### REQUIREMENT
Output an exact reproduction of the data.

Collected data

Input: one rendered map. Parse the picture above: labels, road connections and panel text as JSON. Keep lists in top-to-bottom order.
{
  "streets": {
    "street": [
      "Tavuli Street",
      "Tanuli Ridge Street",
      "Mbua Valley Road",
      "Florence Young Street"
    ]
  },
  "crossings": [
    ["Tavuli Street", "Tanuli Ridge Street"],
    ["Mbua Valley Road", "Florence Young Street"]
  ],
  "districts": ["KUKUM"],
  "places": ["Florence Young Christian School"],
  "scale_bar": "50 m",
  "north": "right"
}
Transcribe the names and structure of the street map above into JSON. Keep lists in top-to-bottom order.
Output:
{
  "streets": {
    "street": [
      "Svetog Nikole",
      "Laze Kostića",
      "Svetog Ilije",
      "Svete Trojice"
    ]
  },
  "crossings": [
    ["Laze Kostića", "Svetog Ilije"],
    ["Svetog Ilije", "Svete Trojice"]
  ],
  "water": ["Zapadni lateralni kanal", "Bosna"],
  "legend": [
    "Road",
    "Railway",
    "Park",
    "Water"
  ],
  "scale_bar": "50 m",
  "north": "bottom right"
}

### ANSWER SPACE
Input: one rendered map. Parse the picture above: labels, road connections and panel text as JSON. Keep lists in top-to-bottom order.
{
  "streets": {
    "street": [
      "Tavuli Street",
      "Tanuli Ridge Street",
      "Mbua Valley Road",
      "Florence Young Street"
    ]
  },
  "crossings": [
    ["Tavuli Street", "Tanuli Ridge Street"],
    ["Mbua Valley Road", "Florence Young Street"]
  ],
  "districts": ["KUKUM"],
  "places": ["Florence Young Christian School"],
  "scale_bar": "50 m",
  "north": "right"
}
Transcribe the names and structure of the street map above into JSON. Keep lists in top-to-bottom order.
Output:
{
  "streets": {
    "street": [
      "Svetog Nikole",
      "Laze Kostića",
      "Svetog Ilije",
      "Svete Trojice"
    ]
  },
  "crossings": [
    ["Laze Kostića", "Svetog Ilije"],
    ["Svetog Ilije", "Svete Trojice"]
  ],
  "water": ["Zapadni lateralni kanal", "Bosna"],
  "legend": [
    "Road",
    "Railway",
    "Park",
    "Water"
  ],
  "scale_bar": "50 m",
  "north": "bottom right"
}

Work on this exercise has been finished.